Transcribe exactly each line of the entries, from the opening line to the line with "1px #a56e32) drop-shadow(0", with both of those lines included.

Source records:
———
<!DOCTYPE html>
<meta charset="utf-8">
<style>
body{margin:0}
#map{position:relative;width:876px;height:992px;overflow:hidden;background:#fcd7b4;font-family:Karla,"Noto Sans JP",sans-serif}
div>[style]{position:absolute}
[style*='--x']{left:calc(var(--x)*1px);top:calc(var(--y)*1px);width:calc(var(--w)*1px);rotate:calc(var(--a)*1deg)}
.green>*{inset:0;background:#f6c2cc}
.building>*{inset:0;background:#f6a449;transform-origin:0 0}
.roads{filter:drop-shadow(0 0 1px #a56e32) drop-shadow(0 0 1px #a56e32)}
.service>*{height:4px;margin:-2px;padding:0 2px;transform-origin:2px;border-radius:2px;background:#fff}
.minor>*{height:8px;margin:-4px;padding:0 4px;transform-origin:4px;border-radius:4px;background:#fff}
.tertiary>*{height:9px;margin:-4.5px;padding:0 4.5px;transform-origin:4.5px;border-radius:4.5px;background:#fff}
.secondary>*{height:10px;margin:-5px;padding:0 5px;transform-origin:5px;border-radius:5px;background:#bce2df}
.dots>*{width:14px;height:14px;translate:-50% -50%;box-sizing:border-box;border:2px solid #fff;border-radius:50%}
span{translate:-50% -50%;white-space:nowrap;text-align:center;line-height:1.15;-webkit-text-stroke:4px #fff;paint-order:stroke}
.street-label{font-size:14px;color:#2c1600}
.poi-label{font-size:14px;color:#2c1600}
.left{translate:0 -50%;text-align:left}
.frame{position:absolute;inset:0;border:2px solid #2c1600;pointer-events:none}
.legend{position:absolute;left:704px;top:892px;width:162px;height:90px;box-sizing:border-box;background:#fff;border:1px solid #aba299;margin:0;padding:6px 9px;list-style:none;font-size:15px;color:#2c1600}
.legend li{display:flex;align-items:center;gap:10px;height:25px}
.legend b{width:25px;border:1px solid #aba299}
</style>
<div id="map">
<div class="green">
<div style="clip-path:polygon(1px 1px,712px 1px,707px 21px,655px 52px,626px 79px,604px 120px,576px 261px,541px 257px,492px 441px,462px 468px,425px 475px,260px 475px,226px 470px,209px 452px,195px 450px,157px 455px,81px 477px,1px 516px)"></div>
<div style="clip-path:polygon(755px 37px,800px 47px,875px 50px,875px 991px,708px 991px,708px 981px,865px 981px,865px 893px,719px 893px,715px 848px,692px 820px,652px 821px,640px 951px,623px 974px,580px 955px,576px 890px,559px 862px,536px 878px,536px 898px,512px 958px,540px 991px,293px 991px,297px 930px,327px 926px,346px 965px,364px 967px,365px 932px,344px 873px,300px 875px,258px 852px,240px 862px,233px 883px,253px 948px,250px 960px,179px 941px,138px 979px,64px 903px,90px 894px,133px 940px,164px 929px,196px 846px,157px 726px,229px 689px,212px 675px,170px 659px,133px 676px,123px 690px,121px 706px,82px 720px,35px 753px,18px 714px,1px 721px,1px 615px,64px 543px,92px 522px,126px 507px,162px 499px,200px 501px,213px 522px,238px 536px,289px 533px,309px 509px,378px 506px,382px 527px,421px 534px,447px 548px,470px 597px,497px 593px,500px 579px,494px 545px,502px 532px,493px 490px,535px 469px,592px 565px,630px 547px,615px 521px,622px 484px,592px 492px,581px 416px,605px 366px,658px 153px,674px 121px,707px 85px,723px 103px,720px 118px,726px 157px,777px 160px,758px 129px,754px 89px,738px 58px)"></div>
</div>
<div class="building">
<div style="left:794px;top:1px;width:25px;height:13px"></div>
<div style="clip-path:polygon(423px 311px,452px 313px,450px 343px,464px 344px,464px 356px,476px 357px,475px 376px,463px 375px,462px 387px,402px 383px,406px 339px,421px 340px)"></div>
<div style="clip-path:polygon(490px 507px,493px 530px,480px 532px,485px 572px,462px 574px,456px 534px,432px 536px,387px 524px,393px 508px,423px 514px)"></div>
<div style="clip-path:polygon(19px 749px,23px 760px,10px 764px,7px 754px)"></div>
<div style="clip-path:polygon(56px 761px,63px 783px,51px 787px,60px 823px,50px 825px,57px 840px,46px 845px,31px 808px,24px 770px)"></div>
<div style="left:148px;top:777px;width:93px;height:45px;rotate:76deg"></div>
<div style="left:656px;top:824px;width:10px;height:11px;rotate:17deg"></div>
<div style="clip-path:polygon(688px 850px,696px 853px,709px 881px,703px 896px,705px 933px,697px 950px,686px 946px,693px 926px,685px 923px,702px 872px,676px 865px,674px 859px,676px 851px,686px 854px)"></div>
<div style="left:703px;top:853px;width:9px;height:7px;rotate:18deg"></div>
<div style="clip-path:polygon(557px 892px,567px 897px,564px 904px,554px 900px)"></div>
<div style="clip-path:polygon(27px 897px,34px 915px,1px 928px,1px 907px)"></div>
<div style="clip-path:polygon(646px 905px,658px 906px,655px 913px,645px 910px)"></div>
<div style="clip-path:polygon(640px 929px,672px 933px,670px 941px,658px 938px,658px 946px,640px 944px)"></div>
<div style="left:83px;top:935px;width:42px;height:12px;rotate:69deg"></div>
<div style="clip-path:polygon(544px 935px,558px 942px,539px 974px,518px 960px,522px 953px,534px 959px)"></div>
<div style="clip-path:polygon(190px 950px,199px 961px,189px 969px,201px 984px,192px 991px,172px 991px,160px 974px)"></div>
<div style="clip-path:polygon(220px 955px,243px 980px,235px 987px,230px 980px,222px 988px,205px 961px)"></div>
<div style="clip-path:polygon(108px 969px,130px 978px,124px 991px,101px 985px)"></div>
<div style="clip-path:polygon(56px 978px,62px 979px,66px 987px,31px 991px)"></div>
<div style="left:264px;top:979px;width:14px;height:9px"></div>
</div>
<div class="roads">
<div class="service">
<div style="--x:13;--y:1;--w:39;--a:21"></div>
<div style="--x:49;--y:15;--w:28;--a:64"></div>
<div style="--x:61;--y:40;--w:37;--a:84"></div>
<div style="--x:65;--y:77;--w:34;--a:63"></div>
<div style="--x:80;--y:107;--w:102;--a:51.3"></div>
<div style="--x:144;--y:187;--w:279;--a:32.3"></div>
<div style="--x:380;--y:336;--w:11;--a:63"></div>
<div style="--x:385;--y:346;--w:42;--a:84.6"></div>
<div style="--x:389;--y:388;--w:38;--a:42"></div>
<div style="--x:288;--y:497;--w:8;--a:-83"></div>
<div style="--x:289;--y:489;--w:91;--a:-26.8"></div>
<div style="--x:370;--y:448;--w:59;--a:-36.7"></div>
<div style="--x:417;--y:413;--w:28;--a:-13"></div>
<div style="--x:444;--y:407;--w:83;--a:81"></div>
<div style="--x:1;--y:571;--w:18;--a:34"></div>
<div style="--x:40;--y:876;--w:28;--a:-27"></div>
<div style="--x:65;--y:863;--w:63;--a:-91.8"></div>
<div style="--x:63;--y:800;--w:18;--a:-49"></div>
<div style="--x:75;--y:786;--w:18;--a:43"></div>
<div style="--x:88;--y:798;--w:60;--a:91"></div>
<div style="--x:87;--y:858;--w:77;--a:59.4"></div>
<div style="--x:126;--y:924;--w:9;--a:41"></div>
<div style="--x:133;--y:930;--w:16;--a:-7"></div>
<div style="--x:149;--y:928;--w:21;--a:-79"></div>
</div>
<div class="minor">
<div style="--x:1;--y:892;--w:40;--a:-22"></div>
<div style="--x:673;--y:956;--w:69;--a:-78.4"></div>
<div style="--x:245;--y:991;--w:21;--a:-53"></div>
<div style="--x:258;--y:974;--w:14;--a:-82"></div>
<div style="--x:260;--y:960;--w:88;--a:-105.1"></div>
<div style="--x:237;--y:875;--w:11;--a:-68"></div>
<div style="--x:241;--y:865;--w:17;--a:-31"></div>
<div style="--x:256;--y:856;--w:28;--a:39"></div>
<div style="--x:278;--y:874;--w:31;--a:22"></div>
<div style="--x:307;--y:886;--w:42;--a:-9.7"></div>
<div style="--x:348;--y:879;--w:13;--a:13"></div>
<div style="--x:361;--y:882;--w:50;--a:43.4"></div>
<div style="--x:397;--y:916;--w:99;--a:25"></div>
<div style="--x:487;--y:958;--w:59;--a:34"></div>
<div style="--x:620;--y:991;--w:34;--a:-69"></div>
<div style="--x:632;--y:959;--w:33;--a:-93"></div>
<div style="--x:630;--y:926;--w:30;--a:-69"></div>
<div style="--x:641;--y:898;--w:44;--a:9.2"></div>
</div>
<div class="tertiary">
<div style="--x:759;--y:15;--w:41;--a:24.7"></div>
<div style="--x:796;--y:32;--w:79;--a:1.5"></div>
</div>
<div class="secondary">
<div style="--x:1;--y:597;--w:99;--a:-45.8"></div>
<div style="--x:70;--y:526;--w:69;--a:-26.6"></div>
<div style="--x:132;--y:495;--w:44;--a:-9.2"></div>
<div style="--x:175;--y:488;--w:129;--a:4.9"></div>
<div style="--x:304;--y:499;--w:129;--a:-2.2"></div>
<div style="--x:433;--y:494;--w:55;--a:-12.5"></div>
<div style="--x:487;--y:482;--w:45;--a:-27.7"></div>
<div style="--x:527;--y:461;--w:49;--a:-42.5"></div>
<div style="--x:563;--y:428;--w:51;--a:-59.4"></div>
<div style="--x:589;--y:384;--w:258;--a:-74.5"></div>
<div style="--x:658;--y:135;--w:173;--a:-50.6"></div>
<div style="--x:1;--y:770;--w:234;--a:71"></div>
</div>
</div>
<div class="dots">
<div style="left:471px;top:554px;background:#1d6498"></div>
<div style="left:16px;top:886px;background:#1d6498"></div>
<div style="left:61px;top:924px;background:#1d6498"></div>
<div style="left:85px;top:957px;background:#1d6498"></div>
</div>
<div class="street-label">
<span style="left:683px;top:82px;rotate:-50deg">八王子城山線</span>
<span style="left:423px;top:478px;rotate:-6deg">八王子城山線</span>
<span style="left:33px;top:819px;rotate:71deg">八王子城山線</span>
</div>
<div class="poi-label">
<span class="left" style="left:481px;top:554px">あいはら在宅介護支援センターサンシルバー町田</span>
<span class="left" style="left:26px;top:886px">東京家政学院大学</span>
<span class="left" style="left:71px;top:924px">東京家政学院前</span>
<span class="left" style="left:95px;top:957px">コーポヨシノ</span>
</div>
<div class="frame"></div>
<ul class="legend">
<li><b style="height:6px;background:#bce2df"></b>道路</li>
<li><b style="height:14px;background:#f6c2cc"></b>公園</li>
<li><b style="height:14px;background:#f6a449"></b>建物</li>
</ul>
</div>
———
**Exercise response**
<!DOCTYPE html>
<meta charset="utf-8">
<style>
body{margin:0}
#map{position:relative;width:876px;height:992px;overflow:hidden;background:#fcd7b4;font-family:Karla,"Noto Sans JP",sans-serif}
div>[style]{position:absolute}
[style*='--x']{left:calc(var(--x)*1px);top:calc(var(--y)*1px);width:calc(var(--w)*1px);rotate:calc(var(--a)*1deg)}
.green>*{inset:0;background:#f6c2cc}
.building>*{inset:0;background:#f6a449;transform-origin:0 0}
.roads{filter:drop-shadow(0 0 1px #a56e32) drop-shadow(0 0 1px #a56e32)}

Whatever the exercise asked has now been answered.